The article describes OvaSure, a test developed to detect ovarian cancer.

The need for such a test is immense. When ovarian cancer is detected at its earliest stage, when it is still confined to the ovaries, more than 90 percent of women will live at least five years, according to the American Cancer Society. But only about 20 percent of cases are detected that early. If the cancer is detected in its latest stages, after it has spread, only about 30 percent of women survive five years.

One concern is that the test has not been evaluated in an appropriate population.
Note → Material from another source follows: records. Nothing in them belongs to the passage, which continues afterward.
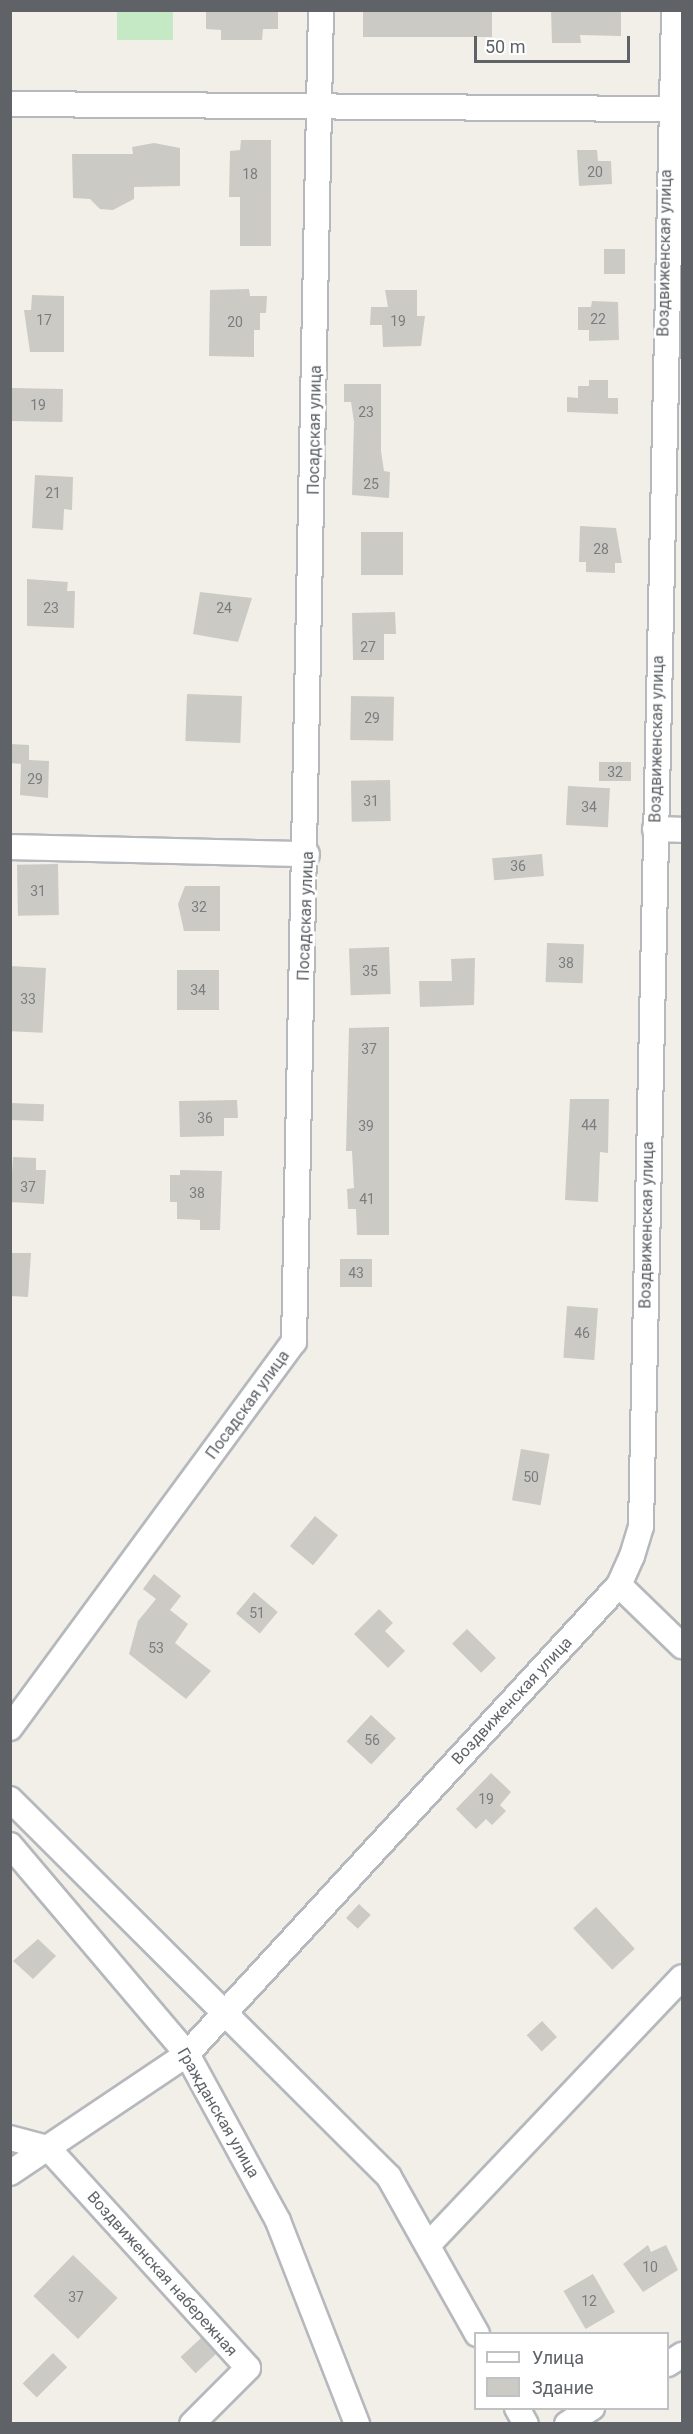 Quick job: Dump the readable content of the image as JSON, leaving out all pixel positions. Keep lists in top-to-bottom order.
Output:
{
  "streets": {
    "street": [
      "Воздвиженская улица",
      "Посадская улица",
      "Гражданская улица",
      "Воздвиженская набережная"
    ]
  },
  "crossings": [
    ["Воздвиженская улица", "Гражданская улица"],
    ["Воздвиженская улица", "Воздвиженская набережная"]
  ],
  "house_numbers": [
    "20",
    "18",
    "22",
    "17",
    "19",
    "20",
    "19",
    "23",
    "25",
    "21",
    "28",
    "23",
    "24",
    "27",
    "29",
    "32",
    "29",
    "31",
    "34",
    "36",
    "31",
    "32",
    "38",
    "35",
    "34",
    "33",
    "37",
    "36",
    "44",
    "39",
    "37",
    "38",
    "41",
    "43",
    "46",
    "50",
    "51",
    "53",
    "56",
    "19",
    "10",
    "37",
    "12"
  ],
  "legend": ["Улица", "Здание"],
  "scale_bar": "50 m"
}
In a study published in the journal Clinical Cancer Research in February, the test correctly classified 221 of 224 blood samples taken from women with ovarian cancer or from controls. It identified 95 percent of the cancers, and its false positive rate — detecting a cancer that was not there — was 0.6 percent. But Dr. Beth Y. Karlan, director of the Women’s Cancer Research Institute at Cedars-Sinai Medical Center in Los Angeles, said the samples tested were not representative of what might be encountered in routine screening. There were very few blood samples from women with early stages of the most deadly type of ovarian cancer. “That’s really what we want to find,” she said.

Another concern about this test is that it will produce too many false positives.

The biggest concern is not that the test will miss cancers but that it will say a cancer is there when it is not. That would then subject women to needless surgery to have their ovaries removed. Dr. Berchuck of Duke said only 1 of 3,000 women has ovarian cancer. So even if a screening test had a 1 percent rate of false positives, it would mean that 30 out of 3,000 women tested might be subject to unnecessary surgery for every one real case of cancer.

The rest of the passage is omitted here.